Is your budgeting method keeping up with the times?
Okay so this has to be addressed. There are digital solutions for almost everything in this world. Right from ordering your groceries to enabling house cleaning, it’s all there. But when it comes to managing your income versus expenses, most often we put budgeting on the back burner simply because there are other “important” tasks that come in-between. If you’re struggling to build - and more importantly, stick to a budget, here’s something that could help. Building a watertight budget!
Now first things first, budgets are simply allocating certain amounts into certain types of expenditures so that you have a tentative idea of where your money should be going.

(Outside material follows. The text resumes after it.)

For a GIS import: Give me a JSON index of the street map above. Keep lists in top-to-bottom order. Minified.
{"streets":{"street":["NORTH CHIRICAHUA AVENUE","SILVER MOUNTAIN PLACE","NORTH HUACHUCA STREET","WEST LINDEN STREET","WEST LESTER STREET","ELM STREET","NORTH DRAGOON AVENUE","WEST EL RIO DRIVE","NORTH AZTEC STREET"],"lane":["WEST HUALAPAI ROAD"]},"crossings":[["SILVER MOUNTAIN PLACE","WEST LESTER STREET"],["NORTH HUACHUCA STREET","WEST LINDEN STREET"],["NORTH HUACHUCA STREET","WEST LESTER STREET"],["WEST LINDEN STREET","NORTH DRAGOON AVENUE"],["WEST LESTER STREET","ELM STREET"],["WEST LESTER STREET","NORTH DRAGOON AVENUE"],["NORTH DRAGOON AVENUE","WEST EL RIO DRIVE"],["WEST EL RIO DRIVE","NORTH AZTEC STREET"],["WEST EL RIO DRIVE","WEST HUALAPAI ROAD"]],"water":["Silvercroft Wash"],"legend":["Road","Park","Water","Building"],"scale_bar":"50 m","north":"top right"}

1. Understand the type of budgeter you are: Make your budget work for you, not the other way around. Figure out which budgeting technique works best for you. Once you have done that, build the limits to the budget. Kinda like a ceiling along with some money set aside to buffer your expenses. There will always be a few expenses that jump at you from time to time. So keep a buffer to cushion the blow. 2. Saving has to be in the DNA: You have to save whether you like it or not. Since saving doesn’t give some of us that instant gratification, we often put it off for later. But that’s a horrible idea. You need to have money for emergencies, for your future, and in case of unexpected payouts. If this is something that doesn’t come to you naturally, make it a habit by not allowing yourself any window to default. 3. Use tools that help you prioritise and track: This is where the Basis Power Card can come in, where you top-it up, prioritise, use and track your expenses super close. 4. Don’t forget inflation! We’re living in pretty crazy times. Inflation rates are skyrocketing - and prices of everything around us are on the rise. Factor in enough buffers in your budget to make sure you are keeping up with inflation. 5. Lastly, review your budgets: Are you over- or under-estimating your spends? Set up time at the end of every month to see where your money actually went, and how it aligned with where you wanted it to go. Tweak your budgets accordingly.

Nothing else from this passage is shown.